Yesterday I saw my only friend that knows about this, she is a mutual friend, and she is still close to him, I tried not to bring him up, but it was unavoidable at some point, the things that she told me about him sound like he has changed a lot in this two years, knowing this hurt me, I felt like all this time I have been thinking about someone that is gone.
I am so confused, I dont know what to do about this feelings, I want peace, but I dont want to let him go.
Given your past intimacy and "I dont want to risk it ever again." There is a risk to your current relationship if you re-kindle things with the ex - either friendship or romantic.
I think it's a start by talking things out in the open. Being honest.
Do you really want your current relationship? Would you rather be in a relationship with the other guy? (it may not be possible, since they're taken. also something to keep in mind. you were cheating with him, and he was okay with that, what's to say he won't cheat on you?)

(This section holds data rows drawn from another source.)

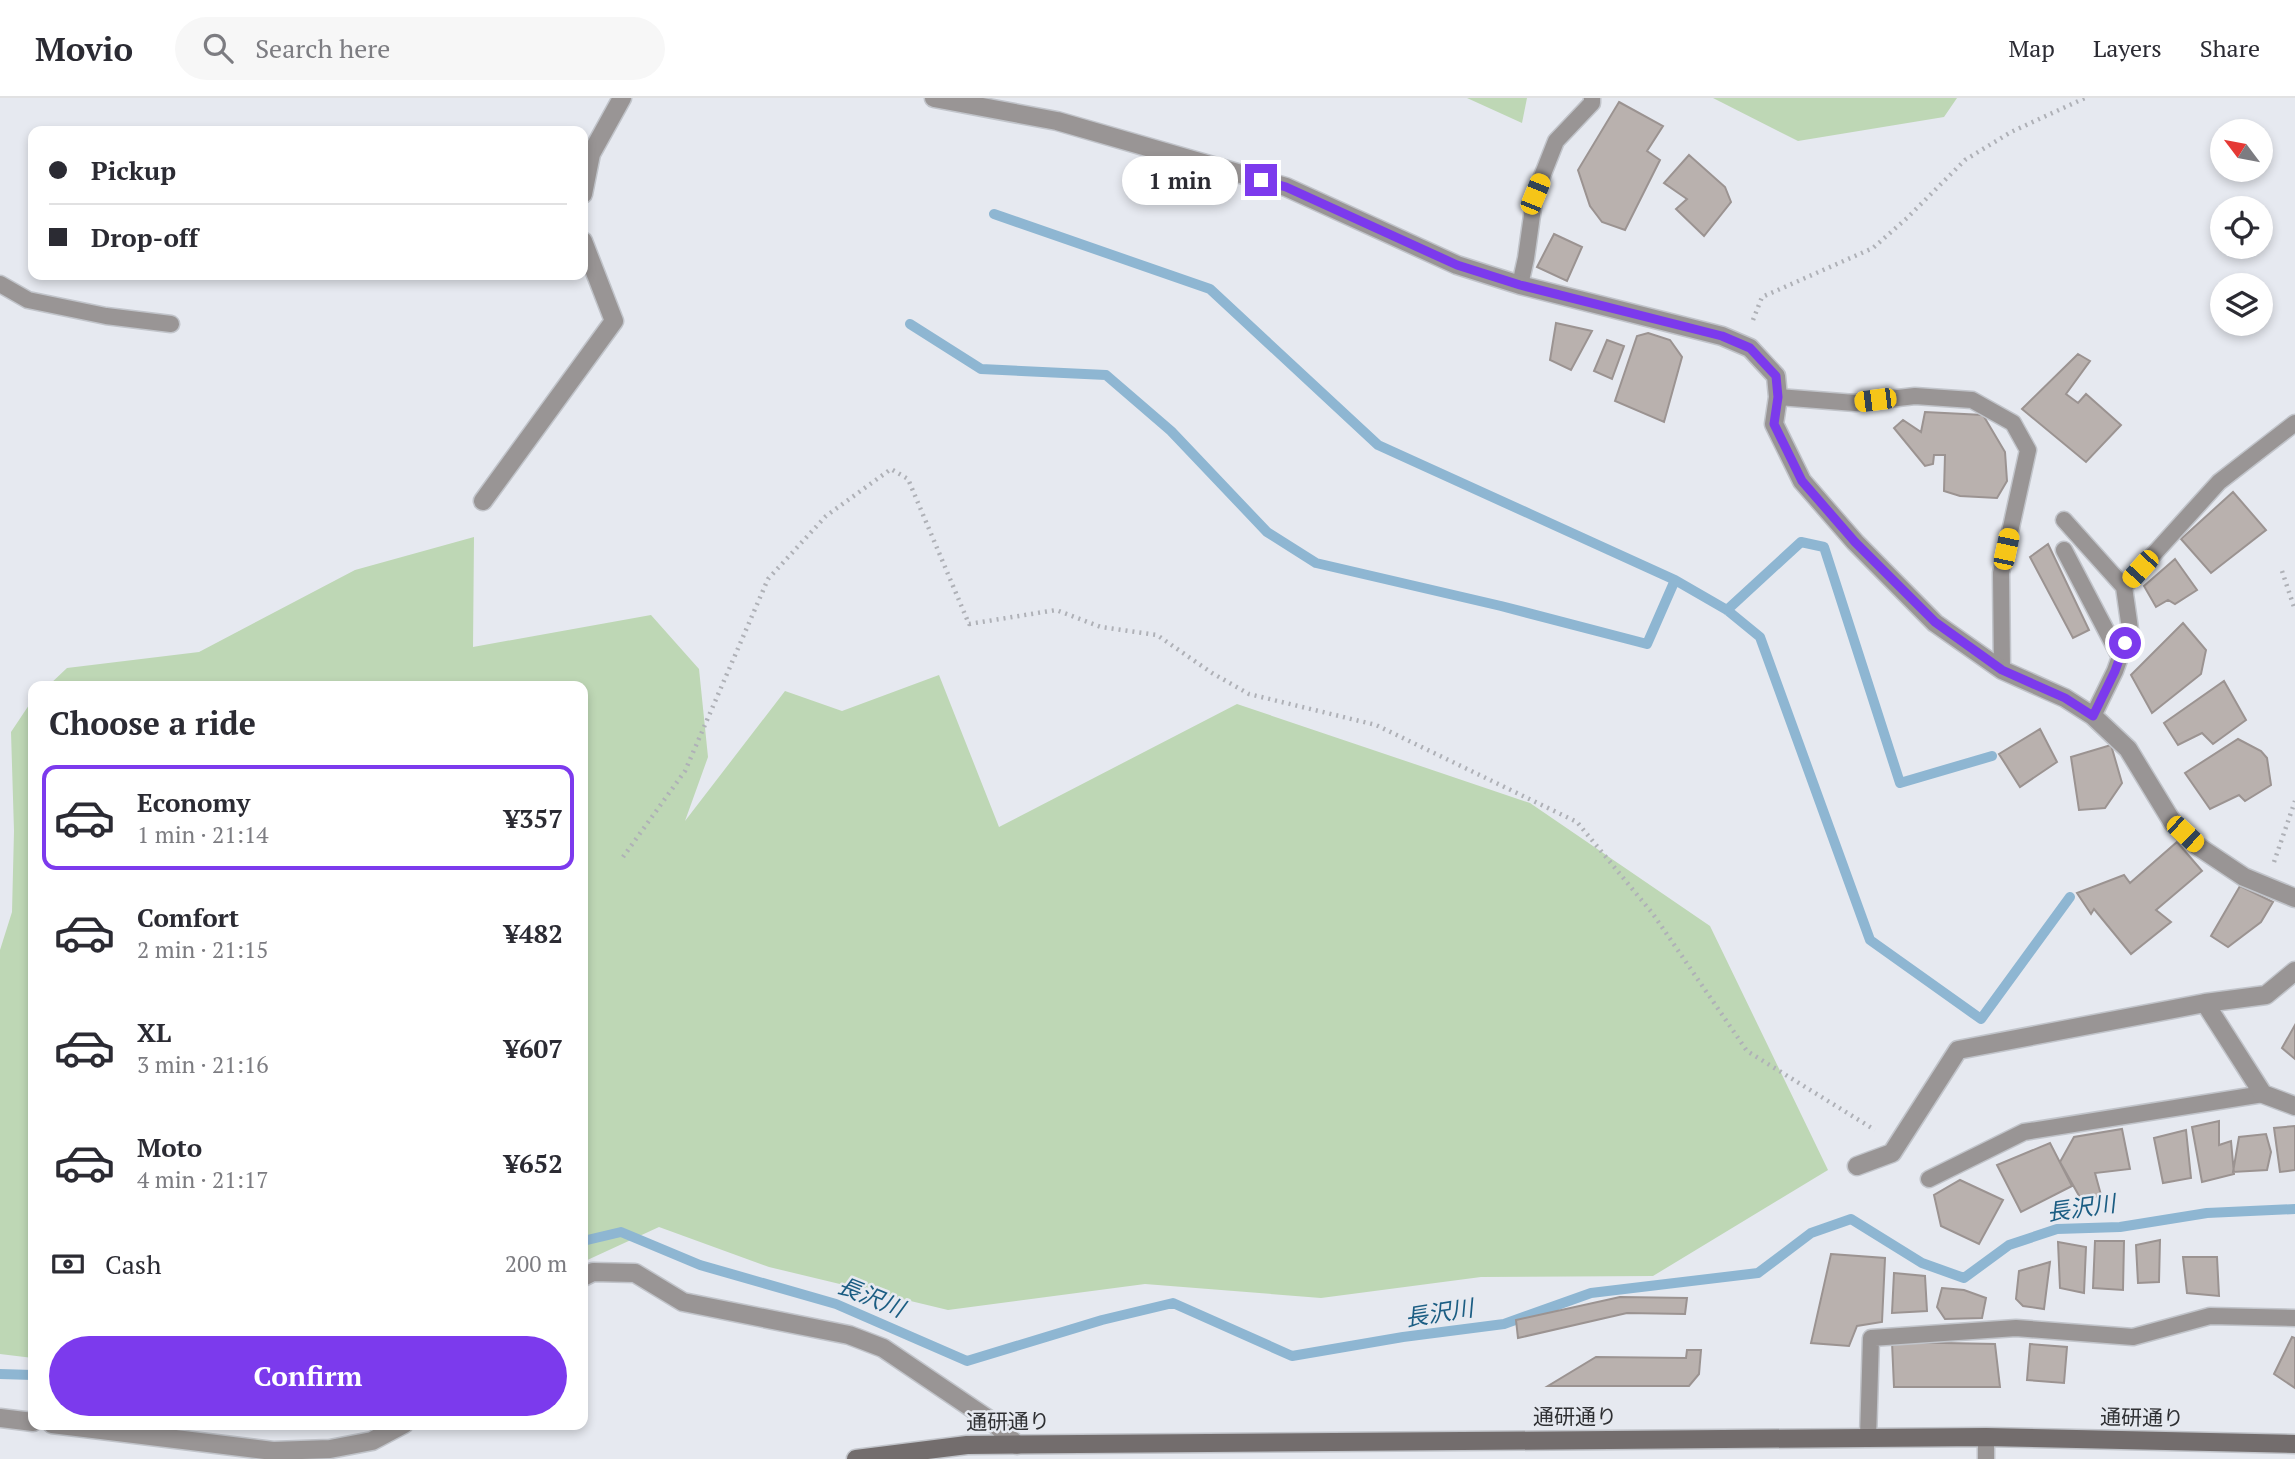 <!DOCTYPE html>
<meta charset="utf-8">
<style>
:root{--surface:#fff;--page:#f7f7f7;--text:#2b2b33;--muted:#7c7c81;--line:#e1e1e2;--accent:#7c3aed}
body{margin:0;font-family:"PT Serif","Noto Sans JP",serif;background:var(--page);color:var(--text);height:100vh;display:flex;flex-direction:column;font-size:26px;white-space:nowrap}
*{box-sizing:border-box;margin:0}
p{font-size:23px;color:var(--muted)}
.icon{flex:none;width:38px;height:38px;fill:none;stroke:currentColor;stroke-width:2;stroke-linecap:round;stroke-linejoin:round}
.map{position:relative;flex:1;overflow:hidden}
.details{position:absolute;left:28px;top:583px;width:560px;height:749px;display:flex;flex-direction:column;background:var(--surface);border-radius:14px;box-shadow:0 4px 10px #0003}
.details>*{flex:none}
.hud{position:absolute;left:28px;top:28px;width:560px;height:154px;border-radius:14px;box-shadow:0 4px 10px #0003;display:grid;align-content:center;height:154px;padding:0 21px;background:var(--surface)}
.needle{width:46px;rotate:302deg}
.buttons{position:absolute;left:2210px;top:21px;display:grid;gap:14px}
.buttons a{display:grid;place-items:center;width:63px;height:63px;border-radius:50%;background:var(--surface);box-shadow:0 4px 10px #0003;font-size:35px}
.end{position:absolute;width:32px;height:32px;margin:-16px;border:9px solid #7c3aed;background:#fff;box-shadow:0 0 0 4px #fff}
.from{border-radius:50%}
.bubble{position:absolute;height:49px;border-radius:24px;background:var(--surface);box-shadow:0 4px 10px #0003;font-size:23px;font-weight:800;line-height:49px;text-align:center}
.car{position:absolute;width:21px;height:42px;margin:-21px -10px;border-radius:9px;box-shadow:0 0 5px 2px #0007;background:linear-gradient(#f5c518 24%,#345 0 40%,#f5c518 0 76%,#345 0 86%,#f5c518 0)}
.hud b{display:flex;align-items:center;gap:24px;height:66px;font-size:26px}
.hud b+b{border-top:2px solid var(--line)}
.hud i{width:18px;height:18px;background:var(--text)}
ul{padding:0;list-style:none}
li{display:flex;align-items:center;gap:21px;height:105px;margin:0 14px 10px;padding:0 7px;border:4px solid transparent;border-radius:14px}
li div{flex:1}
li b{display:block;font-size:26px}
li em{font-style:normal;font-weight:800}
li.active{border-color:var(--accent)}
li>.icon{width:63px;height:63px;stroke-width:1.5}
h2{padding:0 21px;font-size:32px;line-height:84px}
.pay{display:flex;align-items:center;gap:18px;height:77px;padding:0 21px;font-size:26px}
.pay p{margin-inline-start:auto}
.primary-button{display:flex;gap:14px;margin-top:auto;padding:14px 21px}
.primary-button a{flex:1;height:80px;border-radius:42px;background:var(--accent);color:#fff;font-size:28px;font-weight:800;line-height:80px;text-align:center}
header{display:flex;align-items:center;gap:42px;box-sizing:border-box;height:98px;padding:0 35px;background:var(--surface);border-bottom:2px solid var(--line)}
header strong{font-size:33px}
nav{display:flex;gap:38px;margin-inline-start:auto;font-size:24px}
.search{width:490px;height:63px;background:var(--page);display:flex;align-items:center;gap:18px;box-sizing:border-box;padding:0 24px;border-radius:38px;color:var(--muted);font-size:26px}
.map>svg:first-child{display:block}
.green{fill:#bed7b5}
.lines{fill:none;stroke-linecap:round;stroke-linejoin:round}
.stream{stroke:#8eb6d2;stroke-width:10}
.building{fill:#b9b1ae;stroke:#9b9391;stroke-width:2}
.lane-casing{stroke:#c1c4ca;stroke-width:19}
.street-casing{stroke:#c1c4ca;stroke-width:21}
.secondary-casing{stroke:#c1c4ca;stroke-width:21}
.path{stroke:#afb1b7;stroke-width:4.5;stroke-dasharray:2 5;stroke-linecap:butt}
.lane{stroke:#999595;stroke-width:16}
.street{stroke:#999595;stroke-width:18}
.secondary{stroke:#736d6d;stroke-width:18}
.route{stroke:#7c3aed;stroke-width:9}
.labels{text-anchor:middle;stroke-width:5;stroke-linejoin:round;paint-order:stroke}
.street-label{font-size:21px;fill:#2f3033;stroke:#e6e9f0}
.water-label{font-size:23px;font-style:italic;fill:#1b5d83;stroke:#e6e9f0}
</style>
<header>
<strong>Movio</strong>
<div class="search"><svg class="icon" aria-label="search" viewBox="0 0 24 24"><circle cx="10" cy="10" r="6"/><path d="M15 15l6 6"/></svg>Search here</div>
<nav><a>Map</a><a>Layers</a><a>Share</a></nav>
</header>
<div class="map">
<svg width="2295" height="1361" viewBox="0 0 2295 1361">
<rect width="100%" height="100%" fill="#e6e9f0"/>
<path class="green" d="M1467 0H1527L1522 25Z
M1713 0H1957L1944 19 1798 43Z
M474 439 473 549 651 517 699 571 708 659 685 723 785 593 842 613 939 577 999 729 1237 606 1530 705 1710 828 1828 1072 1653 1178 1481 1179 1321 1200 1145 1186 948 1212 769 1169 659 1129 583 1164V588H48L67 570 199 554 355 472Z
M33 601V1260L0 1256V852L12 814 14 733 11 634Z"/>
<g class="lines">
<path class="stream" d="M994 116 1210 191 1378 347 1675 482 1727 512 1760 539 1870 842 1981 921 2070 799
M910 226 981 271 1106 277 1171 333 1267 434 1316 465 1501 508 1647 546 1675 482
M1727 512 1801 444 1824 449 1900 685 1992 658
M583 1143 621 1134 700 1167 836 1206 967 1263 1102 1222 1173 1205 1292 1258 1403 1239 1504 1226 1591 1195 1758 1175 1811 1135 1851 1121 1922 1165 1964 1180 2009 1147 2057 1131 2120 1129 2207 1115 2295 1111
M0 1276 33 1277"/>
</g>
<path class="building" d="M1619 4 1663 28 1647 53 1660 62 1625 132 1602 124 1590 108 1578 72Z
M1689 57 1725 89 1731 104 1704 138 1676 111 1687 101 1664 85Z
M1554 136 1582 149 1567 183 1537 169Z
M1556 225 1592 233 1571 272 1550 262Z
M1648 235 1670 242 1682 259 1664 324 1615 303 1637 238Z
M1607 242 1624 248 1612 281 1594 273Z
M2078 256 2090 263 2066 296 2078 305 2086 296 2121 327 2086 364 2022 311Z
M1925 314 1983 317 2005 354 2007 383 1997 400 1960 398 1944 393 1945 357H1934L1933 366 1925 368 1894 330 1903 322 1921 334Z
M2233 394 2266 432 2211 475 2181 441Z
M2048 446 2089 532 2073 540 2030 459Z
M2175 461 2197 492 2175 506 2168 502 2156 509 2144 488Z
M2183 525 2206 552 2201 576 2152 615 2131 577Z
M2224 583 2246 622 2213 646 2202 635 2178 647 2164 625Z
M2040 631 2057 664 2020 689 1999 656Z
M2238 641 2261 653 2267 660 2271 687 2245 703 2239 697 2210 711 2185 675Z
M2111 647 2122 685 2105 710 2079 712 2071 659Z
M2177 744 2202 773 2156 812 2171 824 2131 856 2094 811 2091 816 2077 795 2124 777 2130 785Z
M2240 788 2273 804 2261 824 2228 849 2211 838Z
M2295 927V961L2282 950Z
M2219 1023V1047L2231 1043 2234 1076 2202 1084 2192 1029Z
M2295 1028V1072L2280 1074 2274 1030Z
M2122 1031 2130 1071 2095 1075 2101 1097 2082 1103 2060 1064 2074 1039Z
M2186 1032 2191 1080 2163 1085 2154 1040Z
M2266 1036 2271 1054 2267 1072 2233 1074 2239 1039Z
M2050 1045 2072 1088 2021 1114 1997 1067Z
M1960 1082 2003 1102 1979 1146 1941 1128 1934 1097Z
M2160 1142 2159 1184 2138 1185 2136 1147Z
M2095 1143H2124L2123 1192 2093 1190Z
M2058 1144 2086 1149 2084 1195 2060 1190Z
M1831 1156 1885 1160 1882 1224 1857 1228 1849 1248 1811 1245Z
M2183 1159H2217L2219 1198 2187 1195Z
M2050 1164 2044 1211 2023 1208 2016 1201 2019 1173Z
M1894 1175 1925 1178 1927 1213 1892 1215Z
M1942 1190 1964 1192 1986 1200 1982 1220 1945 1221 1937 1209Z
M1620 1199 1687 1200 1685 1216 1627 1215 1518 1240 1516 1222Z
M2292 1239 2295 1240V1290L2274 1276Z
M1892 1244 1995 1246 2000 1289H1894Z
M2030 1246 2067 1249 2064 1285 2027 1282Z
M1687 1252H1701L1699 1276 1689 1288H1548L1596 1259 1686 1260Z"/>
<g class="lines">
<defs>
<path id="lane" d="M0 186 28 202 106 218 171 226
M1520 187 1526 160 1535 96 1556 43 1592 5V0
M1778 299 1855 305 1915 298 1972 302 2013 325 2028 352 2001 475 2002 572
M2064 422 2124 489
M2064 452 2120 559
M2093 618 2115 573 2130 531 2124 489 2219 384 2295 325
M1929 1081 2024 1034 2263 996
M1986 1339V1361
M1868 1340 1871 1240 2016 1230 2133 1239 2210 1218 2295 1220"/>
<path id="street" d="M934 0 1057 23 1286 89 1457 167 1520 187 1722 238 1750 250 1776 278 1778 299 1774 326 1802 383 1855 444 1935 525 2002 572 2065 600 2093 618 2128 651 2173 725 2196 747 2244 779 2295 800
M583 96 591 56 622 0
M483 403 614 223 583 143
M2205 905 2263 996 2295 1008
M1857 1068 1892 1055 1958 952 2205 905 2266 897 2295 873
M583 1179 593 1174 635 1175 683 1204 849 1237 883 1250 994 1325 1017 1347
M0 1320 33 1324
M52 1326 273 1353 330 1351 372 1343 404 1326"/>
<path id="secondary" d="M856 1361 967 1347 1986 1339 2295 1346"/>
</defs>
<use href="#lane" class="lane-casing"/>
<use href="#street" class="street-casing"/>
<use href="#secondary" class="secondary-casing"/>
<path class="path" d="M1753 222 1762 199 1873 150 1907 120 1965 62 2011 34 2085 0
M2282 473 2295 512
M623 759 685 673 768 481 826 418 891 371 908 381 969 526 1056 512 1101 529 1157 537 1212 575 1249 596 1376 627 1577 724 1653 816 1747 953 1875 1032
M2274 764 2295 703"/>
<use href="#lane" class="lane"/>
<use href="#street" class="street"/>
<use href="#secondary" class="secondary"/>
</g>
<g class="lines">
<path class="route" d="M1261 82 1286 89 1457 167 1520 187 1722 238 1750 250 1776 278 1778 299 1774 326 1802 383 1855 444 1935 524 2002 572 2065 600 2093 618 2115 573 2125 545"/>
</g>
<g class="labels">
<g class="street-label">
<text x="1575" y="1326">通研通り</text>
<text transform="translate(2142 1320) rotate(1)" y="7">通研通り</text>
<text transform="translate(1008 1324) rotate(-1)" y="7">通研通り</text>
</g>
<g class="water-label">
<text transform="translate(2081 1110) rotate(-8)" y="8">長沢川</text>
<text transform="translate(871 1199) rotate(22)" y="8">長沢川</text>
<text transform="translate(1439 1215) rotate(-9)" y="8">長沢川</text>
</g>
</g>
</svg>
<div class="buttons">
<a><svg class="needle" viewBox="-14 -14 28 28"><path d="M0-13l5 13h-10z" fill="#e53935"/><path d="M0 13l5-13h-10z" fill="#7c7c81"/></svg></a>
<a><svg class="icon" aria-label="locate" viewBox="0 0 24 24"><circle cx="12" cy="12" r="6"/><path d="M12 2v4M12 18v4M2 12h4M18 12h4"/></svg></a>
<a><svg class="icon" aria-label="layers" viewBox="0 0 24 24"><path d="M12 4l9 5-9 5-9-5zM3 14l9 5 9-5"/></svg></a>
</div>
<i class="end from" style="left:2125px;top:545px"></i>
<i class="end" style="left:1261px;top:82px"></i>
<div class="bubble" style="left:1122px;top:58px;width:116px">1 min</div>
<i class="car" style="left:1535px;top:96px;rotate:22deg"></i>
<i class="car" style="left:1875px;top:302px;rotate:263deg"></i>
<i class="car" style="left:2006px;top:451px;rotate:12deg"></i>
<i class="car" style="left:2140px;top:471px;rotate:222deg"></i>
<i class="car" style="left:2185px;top:736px;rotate:133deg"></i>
<div class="hud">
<b><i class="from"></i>Pickup</b>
<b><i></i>Drop-off</b>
</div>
<section class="details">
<h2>Choose a ride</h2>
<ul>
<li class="active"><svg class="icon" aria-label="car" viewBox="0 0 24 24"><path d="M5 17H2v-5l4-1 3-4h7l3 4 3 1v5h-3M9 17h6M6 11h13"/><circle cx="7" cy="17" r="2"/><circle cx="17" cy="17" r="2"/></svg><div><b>Economy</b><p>1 min · 21:14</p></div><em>¥357</em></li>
<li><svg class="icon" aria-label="car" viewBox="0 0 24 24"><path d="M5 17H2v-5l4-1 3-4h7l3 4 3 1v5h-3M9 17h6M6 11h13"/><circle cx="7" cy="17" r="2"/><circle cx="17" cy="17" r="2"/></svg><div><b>Comfort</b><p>2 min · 21:15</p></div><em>¥482</em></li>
<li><svg class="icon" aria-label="car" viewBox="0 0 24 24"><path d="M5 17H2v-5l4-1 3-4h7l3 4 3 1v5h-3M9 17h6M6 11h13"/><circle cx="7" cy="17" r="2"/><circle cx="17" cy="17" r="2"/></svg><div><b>XL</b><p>3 min · 21:16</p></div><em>¥607</em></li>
<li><svg class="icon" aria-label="car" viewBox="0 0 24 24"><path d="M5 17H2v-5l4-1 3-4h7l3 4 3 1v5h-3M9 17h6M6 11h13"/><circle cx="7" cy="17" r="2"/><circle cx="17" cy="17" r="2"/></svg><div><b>Moto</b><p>4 min · 21:17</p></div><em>¥652</em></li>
</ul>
<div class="pay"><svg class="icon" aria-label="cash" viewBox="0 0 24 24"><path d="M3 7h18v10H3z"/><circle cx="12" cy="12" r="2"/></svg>Cash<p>200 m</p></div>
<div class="primary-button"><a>Confirm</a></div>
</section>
</div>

I am less confused today (I think haha) im still convinced that leaving him was the right choice, also I know I have feelings for him and need to find a way to deal with them so that I can keep going with my current relationship, because I do love my boyfriend. I was thinking yesterday how things would have worked out perfectly if we hadnt got involved, despite the attraction I felt towards him, but the past cant change and this is what I have now to deal with, my therapist told me that I should reach out to him, since thinking about a potential friendship seems to be making me so anxious, I dont know yet if I want to try it, but just having all this reflection is helping me feel better and calmer.